→ Source data:

=== Begin Enclosure ===

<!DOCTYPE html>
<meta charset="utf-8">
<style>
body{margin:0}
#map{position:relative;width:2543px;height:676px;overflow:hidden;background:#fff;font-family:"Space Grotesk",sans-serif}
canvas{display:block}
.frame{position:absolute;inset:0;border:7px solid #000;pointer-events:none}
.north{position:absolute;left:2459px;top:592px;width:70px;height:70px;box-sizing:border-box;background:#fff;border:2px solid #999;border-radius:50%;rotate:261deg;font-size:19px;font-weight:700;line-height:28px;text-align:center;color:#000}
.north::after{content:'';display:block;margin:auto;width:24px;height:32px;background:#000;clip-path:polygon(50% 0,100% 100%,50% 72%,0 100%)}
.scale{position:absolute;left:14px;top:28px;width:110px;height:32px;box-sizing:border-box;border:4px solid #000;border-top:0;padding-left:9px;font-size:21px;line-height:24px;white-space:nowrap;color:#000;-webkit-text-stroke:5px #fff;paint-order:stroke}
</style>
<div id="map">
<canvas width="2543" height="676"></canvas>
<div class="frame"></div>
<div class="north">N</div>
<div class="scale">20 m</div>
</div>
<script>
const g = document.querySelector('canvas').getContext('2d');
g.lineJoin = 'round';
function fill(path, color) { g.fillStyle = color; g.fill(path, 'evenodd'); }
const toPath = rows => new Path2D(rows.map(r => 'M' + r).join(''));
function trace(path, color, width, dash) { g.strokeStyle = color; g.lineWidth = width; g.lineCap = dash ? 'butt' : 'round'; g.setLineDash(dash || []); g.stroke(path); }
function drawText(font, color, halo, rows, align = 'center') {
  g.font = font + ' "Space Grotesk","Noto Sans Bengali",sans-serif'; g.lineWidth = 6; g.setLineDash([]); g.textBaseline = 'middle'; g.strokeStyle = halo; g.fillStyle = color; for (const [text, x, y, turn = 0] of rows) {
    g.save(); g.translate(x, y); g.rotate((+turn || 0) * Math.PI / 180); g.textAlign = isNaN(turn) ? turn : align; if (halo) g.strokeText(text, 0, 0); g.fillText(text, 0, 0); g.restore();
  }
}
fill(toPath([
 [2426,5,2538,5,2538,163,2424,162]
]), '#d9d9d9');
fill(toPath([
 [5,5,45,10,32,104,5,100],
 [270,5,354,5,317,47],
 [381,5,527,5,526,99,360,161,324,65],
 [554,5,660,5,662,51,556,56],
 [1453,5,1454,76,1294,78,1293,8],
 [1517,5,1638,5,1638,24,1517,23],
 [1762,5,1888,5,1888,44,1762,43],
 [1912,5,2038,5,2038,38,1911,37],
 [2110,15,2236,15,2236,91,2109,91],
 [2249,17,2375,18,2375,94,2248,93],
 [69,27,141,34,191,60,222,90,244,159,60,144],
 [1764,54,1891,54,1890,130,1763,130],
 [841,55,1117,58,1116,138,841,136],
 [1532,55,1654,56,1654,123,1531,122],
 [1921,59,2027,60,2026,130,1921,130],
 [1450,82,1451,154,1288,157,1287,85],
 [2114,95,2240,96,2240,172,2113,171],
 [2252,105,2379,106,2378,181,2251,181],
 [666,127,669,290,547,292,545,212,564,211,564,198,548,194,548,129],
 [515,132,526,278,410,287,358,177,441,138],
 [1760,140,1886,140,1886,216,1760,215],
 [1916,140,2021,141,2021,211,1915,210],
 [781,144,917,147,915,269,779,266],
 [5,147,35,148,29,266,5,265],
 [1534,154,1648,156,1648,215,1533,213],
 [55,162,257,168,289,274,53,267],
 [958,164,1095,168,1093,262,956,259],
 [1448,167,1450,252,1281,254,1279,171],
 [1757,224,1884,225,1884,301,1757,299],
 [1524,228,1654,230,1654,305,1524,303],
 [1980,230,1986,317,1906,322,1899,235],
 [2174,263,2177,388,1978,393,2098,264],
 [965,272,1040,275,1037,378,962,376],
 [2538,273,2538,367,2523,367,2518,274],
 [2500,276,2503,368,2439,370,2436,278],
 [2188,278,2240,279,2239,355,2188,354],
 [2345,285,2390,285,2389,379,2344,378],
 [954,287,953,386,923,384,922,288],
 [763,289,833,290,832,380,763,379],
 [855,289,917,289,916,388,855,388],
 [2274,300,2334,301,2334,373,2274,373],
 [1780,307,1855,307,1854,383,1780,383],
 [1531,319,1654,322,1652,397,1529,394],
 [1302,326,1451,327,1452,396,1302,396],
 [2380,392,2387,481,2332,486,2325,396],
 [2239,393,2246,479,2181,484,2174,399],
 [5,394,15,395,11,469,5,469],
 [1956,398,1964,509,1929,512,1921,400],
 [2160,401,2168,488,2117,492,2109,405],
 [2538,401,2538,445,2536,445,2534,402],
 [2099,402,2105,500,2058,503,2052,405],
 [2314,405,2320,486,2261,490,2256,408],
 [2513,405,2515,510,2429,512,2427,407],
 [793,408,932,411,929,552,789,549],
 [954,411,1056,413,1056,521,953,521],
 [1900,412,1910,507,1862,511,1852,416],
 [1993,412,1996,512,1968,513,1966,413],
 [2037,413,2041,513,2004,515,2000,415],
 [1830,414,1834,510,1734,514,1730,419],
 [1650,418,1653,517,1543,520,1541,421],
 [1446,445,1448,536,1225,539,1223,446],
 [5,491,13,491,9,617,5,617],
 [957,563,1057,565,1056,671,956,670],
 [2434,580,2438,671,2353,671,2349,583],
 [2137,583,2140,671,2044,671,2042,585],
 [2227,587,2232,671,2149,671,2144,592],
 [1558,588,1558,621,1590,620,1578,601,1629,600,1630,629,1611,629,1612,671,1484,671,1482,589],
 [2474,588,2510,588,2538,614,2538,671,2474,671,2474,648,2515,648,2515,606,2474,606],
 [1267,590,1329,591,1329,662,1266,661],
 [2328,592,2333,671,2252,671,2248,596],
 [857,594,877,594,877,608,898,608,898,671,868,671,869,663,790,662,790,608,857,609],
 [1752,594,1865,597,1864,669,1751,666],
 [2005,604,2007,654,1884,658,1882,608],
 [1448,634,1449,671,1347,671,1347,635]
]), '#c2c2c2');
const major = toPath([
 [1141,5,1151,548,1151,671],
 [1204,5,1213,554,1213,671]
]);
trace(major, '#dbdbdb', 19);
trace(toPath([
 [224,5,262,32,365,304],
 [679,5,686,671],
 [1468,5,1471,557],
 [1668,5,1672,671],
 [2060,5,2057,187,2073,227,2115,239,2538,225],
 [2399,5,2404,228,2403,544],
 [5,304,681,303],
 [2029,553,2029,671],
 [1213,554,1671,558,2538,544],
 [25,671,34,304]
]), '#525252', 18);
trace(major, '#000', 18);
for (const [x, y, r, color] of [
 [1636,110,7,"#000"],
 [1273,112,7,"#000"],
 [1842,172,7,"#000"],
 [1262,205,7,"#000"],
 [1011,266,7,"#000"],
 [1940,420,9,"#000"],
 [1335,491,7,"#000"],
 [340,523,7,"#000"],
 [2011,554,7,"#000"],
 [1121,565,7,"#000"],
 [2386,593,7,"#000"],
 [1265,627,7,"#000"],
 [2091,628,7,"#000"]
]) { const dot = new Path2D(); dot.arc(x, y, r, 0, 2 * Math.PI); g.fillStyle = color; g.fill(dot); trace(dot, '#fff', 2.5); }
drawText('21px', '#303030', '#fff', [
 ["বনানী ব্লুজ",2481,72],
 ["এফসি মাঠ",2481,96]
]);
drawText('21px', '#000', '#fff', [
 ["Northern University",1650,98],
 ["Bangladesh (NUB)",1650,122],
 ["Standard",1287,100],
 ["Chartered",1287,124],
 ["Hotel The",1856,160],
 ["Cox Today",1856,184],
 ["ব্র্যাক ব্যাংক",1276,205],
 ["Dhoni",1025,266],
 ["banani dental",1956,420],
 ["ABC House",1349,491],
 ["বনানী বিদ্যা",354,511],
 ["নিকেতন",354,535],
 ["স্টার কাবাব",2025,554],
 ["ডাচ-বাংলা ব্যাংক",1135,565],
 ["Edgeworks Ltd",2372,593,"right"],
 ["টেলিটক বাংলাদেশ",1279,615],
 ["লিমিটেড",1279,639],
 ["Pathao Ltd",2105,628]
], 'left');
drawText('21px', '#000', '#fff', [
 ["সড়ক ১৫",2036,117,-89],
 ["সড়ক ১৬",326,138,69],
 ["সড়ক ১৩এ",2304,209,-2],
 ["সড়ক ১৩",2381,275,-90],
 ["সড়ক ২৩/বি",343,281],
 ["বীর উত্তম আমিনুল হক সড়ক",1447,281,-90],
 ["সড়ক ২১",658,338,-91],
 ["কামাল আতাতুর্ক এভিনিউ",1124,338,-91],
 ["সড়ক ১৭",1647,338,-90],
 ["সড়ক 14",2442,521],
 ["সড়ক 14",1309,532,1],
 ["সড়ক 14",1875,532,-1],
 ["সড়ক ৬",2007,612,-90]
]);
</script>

=== End Enclosure ===

→ Aim of the task:
Check each line of the records for the word "canvas", then state how many lines have it, as a number only.

→ Output for this exercise:
3